── SOURCE MATERIAL ──

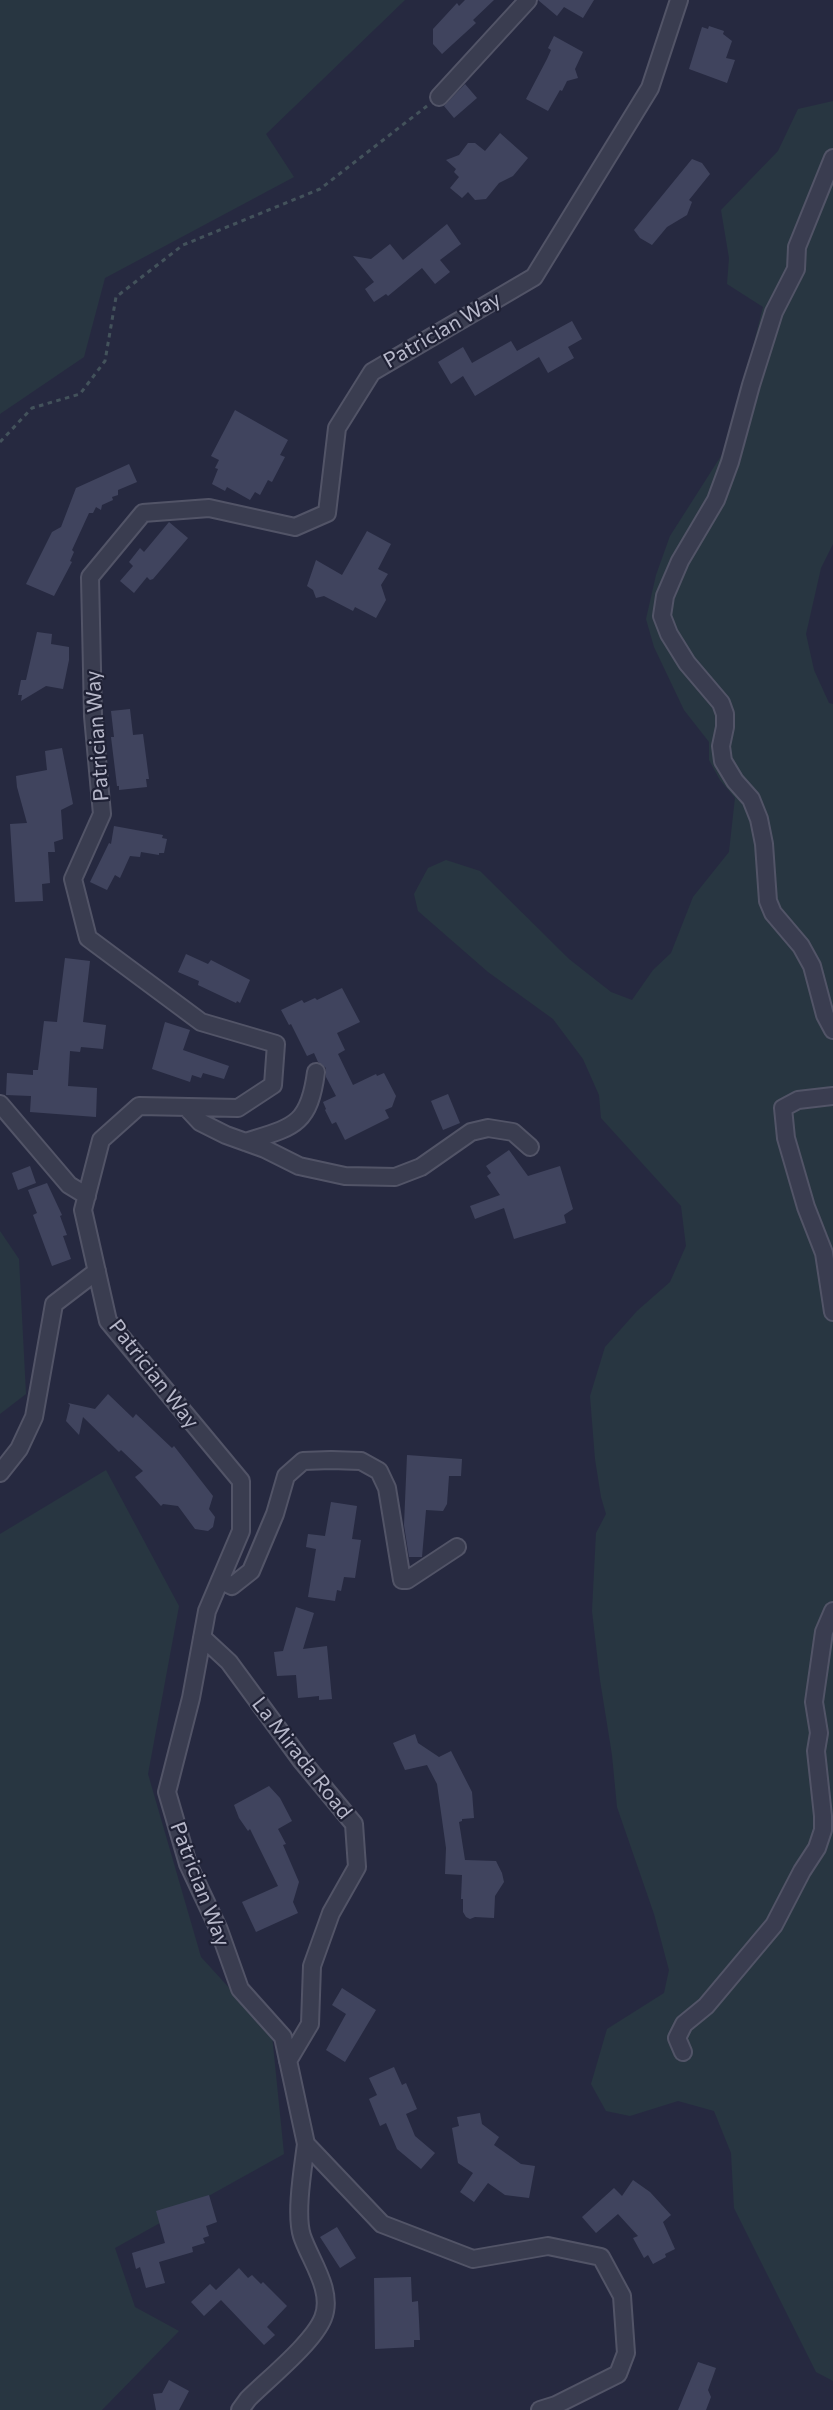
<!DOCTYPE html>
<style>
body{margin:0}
canvas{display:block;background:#262940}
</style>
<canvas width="833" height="2410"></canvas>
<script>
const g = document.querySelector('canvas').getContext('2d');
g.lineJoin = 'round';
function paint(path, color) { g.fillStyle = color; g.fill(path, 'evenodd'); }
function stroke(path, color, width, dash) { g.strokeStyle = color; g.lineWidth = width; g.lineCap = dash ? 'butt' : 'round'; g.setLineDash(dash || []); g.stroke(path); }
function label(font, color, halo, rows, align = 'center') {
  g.font = font + ' Commissioner,sans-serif'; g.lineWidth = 4.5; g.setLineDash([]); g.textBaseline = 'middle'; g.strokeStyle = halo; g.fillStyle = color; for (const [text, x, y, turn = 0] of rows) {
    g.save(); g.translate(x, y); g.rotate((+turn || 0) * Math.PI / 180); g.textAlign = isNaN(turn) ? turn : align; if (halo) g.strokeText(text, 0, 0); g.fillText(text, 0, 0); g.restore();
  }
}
paint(new Path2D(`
 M0,0h405l-139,134 28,43 -189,101 -21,79 -84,57z
 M833,101v443l-12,24 -15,66 8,36 15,33 4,1v1677l-17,-9 -82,-164 -3,-55 -17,-42 -36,-10 -48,15 -24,-5 -15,-27 16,-55 57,-36 5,-23 -15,-56 -37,-107 -5,-52 -12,-75 -8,-69 4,-78 10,-19 -5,-17 -6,-38 -5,-63 15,-49 32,-36 33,-29 16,-36 -5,-40 -80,-88 -2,-23 -16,-36 -30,-40 -65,-47 -70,-61 -4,-17 14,-26 18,-8 34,11 89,88 42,33 21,8 21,-30 18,-17 22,-56 36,-45 6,-54 -15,-18 -11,-20v-18l-25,-32 -30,-63 -8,-28 10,-44 14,-39 58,-91 35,-138 -36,-23 2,-26 -8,-48 57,-59 20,-42z
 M0,1231l19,28 7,135 -26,20z
 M106,1470l73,136 -31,168 53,183 71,78 12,119 -169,94 20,59 44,24 -77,79h-102v-876z`), '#283641');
paint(new Path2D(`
 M465,0h29l-21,20 3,3 -34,31 -9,-10v-15l24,-26 2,3z
 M538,0h56l-11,18 -19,-11 -7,9z
 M709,26l15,5 -1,3 9,7 -6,17 9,2 -8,23 -38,-14 13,-42 6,2z
 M554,36l29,16 -8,17 3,9 -11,3 -5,10 -2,-1 -12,21 -22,-12 21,-40 4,-9 -3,-2z
 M465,84l12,14 -23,20 -10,-12z
 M500,133l28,25 -15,18 -14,7 -13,16 -11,1 -7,-8 -6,6 -12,-10 9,-11 -5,-5 2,-3 -10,-9 13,-5 9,-12h7l10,8z
 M692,159l10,4 8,11 -21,26 3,2 -5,13 -20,12 -15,18 -12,-7 -6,-8z
 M447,224l14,20 -21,16 10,12 -15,12 -13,-16 -34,28 -2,-2 -12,8 -9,-13 9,-7 -21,-26 18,3 19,-15 13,16z
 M572,321l10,18 -14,8 6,11 -26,15 -9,-16 -64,39 -12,-20 -12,8 -13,-22 25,-15 9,16 39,-22 6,10z
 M235,410l53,30 -8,15 5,2 -13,25 -4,-2 -8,15 -5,-3 -5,8 -23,-13 -2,4 -13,-7 6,-15 -3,-1 4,-8 -8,-4z
 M129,464l8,18 -19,8v5l-6,2 1,3 -11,5 -1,5 -5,-3 -3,6h-4l-17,37 2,2 -4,9 2,1 -18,34 -28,-12 26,-52 9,-5 15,-39z
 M169,522l19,16 -35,41 -3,1 -3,-3 -13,16 -14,-12 13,-15 -4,-4 11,-14 4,4z
 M367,531l24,13 -13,25 10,5 -7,11 5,15 -10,18 -21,-11 -2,4 -29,-15 -8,2 -3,-8 -6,-4 9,-26 26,15z
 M37,632l15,2 -1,10 18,3v13l-6,29 -17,-3 -25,15 1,-6h-4l3,-15h5z
 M130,709l3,26 10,-1 6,45h-3l1,8 -28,3v-4h-2l-6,-49h3l-3,-26z
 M62,748l11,56 -12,6 2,29 -9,3 1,10h-7l2,31 -8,1 1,17 -28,1 -5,-78 17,-1 -10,-36 -1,-11 31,-6 -2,-19z
 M114,826l49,9 -1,3 5,1 -3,14h-5v2l-18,-3 -1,5 -10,-1 -10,22 -5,-3 -8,15 -17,-8 19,-39 2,1z
 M186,954l22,10 3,-4 39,20 -10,23 -3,-2 -1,2 -38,-18 1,-4 -21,-9z
 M65,958l25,3 -7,61 23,3 -3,24 -22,-2 -1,5 -10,-1 -2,35 29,2 -1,29 -66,-5 1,-16 -25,-1 1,-22 26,2v-5h5l6,-49 13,1z
 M342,988l18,34 -23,11 8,17 -7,4 15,31 23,-11 1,2 7,-3 12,23 -4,11 -7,3 4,8 -44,22 -9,-18 -4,2 -7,-14 1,-1 -3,-7 13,-6 -10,-19v-9l-8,-6 -4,-9 -7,3 -16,-32 -2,1 -8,-15 21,-10 2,3 11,-5 2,2z
 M165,1022l25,8 -7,20 46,16 -5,13 -21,-6 -2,5 -9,-3 -2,7 -38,-13z
 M448,1094l12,29 -17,7 -12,-29z
 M509,1150l19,26 32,-10 13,43 -9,6 2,8 -52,16 -10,-31 -29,11 -5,-13 30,-11 -13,-19 4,-3 -5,-7z
 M30,1166l6,17 -18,7 -6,-17z
 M47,1183l15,32 -2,1 7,19 -4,1 8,23 -19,7 -19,-51 4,-2 -9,-23z
 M108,1394l25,24 3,-4 36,34 2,-2 39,50 -4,13 6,8 -2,10 -5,4 -13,-2 -17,-23 -15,-2 -2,2 -26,-29 8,-6 -22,-21 -2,2 -36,-35 -4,18 -13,-14 4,-16 -2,-2 27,6z
 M407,1455l55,4 -1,17h-12l-2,28 -4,7 -17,-1 -4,47h-13l-5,-32z
 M331,1502l26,4 -5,33 9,1 -6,38 -11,-1 -3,14 -4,-1 -2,11 -27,-4 8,-48 -10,-2 2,-13 17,2z
 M296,1607l18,6 -11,36 24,-3 5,53 -13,1v-4l-21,2 -2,-23 -19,1 -3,-24 9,-1z
 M415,1734l3,9 21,14 12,-6 21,41 2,26 -12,1v2l-3,1 6,38 31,1 6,12 2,9 -9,14 -1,22 -19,-1 -5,2 -4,-2 -3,-5v-13h-2l1,-24 -17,-1 1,-26 -9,-64 -10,-19 -22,5 -12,-27z
 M269,1786l11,12 12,23 -14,8 8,15 -3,1 16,37 -6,20 5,11 -42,19 -14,-30 36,-16 -28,-57 -2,2 -9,-13 -5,-13z
 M342,1988l34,22 -31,52 -19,-12 20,-36 -14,-9z
 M394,2067l8,18 4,-2 11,26 -11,5 9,22 20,17 -14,16 -24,-20 -11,-26 -6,3 -11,-27 8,-4 -8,-17z
 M480,2113l2,11 17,13 -5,8 27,19 14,2 -6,32 -24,-3 -17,-12 -14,19 -14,-10 13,-19 -15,-10 -6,-35 7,-2 -2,-9z
 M633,2180l17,12 21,23 -8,7 12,27 -10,5 1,3 -13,7 -5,-9 -4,3 -11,-20 5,-2 -20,-22 -22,19 -14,-16 32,-29 8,8z
 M209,2195l8,27 -11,4 3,10 -6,2 2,5 -13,4 1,5 -34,10 6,21 -19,5 -6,-21 -4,2 -4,-16 33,-10 -9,-32z
 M337,2227l19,31 -16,10 -20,-31z
 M239,2268l9,10 4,-3 9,9 2,-2 24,24 -20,21 8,8 -11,10 -43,-45 -17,16 -13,-14 19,-18 6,6z
 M411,2277l1,25 6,-1 2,39h-6v7l-39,2 -1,-71z
 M698,2362l18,6 -8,22 3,7 -5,13h-28z
 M169,2380l20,11 -10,19h-23l-3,-16 9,-1z`), '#40445e');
const minor = new Path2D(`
 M439,97l89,-97
 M833,158l-36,89 -1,22 -22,43 -23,73 -21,77 -14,38 -36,61 -15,35 -3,20 7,18 18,29 34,40 4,11v13l-4,19 2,15 12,20 16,18 8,20 5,25 4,57 5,12 28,33 11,20 13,49 8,15
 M833,1096l-35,4 -15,8 3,30 20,69 18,46 9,59
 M0,1104l69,81 18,11
 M186,1107l14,15 26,13 39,14 34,17 46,10 50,1 26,-10 50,-35 17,-4 25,4 17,15
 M245,1142c48,-15 64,-16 71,-70
 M0,1473l19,-24 15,-32 20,-113 43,-33
 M220,1580l12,6 19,-15 24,-57 11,-38 17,-15 28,-1 30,1 18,10 8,17 15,92h5l50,-33
 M202,1637l27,25 72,98 53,64 3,43 -26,46 -19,53 -2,58 -22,37
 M683,2052l-6,-14 7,-14 22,-18 68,-81 28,-54 15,-23 6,-18v-14l-7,-65 3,-18 -5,-31 10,-70 9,-21
 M240,2410l8,-11c20,-20 65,-56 75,-81 11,-27 -13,-58 -21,-82 -7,-22 1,-68 4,-92
 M540,2410l16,-5 62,-31 8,-21 -4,-57 -21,-39 -53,-11 -75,13 -91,-35 -76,-80 -23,-107 -43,-48 -21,-59 -31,-66 -21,-72 24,-94 16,-87 34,-80v-50l-133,-160 -25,-111 18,-70 38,-34 99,2 35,-23 3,-41 -75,-22 -113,-84 -15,-59 29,-65 -9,-98 -3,-139 53,-64 66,-5 86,19 32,-14 10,-85 35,-56 162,-95 116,-189 29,-88`);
stroke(minor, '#525467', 20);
stroke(new Path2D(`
 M0,442l32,-34 48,-14 25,-33 11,-64 67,-52 137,-56 107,-83`), '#43525b', 3, [4.5, 4.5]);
stroke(minor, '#3a3d50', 16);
label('21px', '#b7b8ca', '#1f2135', [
 ["Patrician Way",442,330,-30],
 ["Patrician Way",97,736,-94],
 ["Patrician Way",154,1374,52],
 ["La Mirada Road",302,1758,52],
 ["Patrician Way",200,1884,69]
]);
</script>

───

YOUR GOAL: What lines above hold the word "function"? List them all.

WRITTEN ANSWER:
function paint(path, color) { g.fillStyle = color; g.fill(path, 'evenodd'); }
function stroke(path, color, width, dash) { g.strokeStyle = color; g.lineWidth = width; g.lineCap = dash ? 'butt' : 'round'; g.setLineDash(dash || []); g.stroke(path); }
function label(font, color, halo, rows, align = 'center') {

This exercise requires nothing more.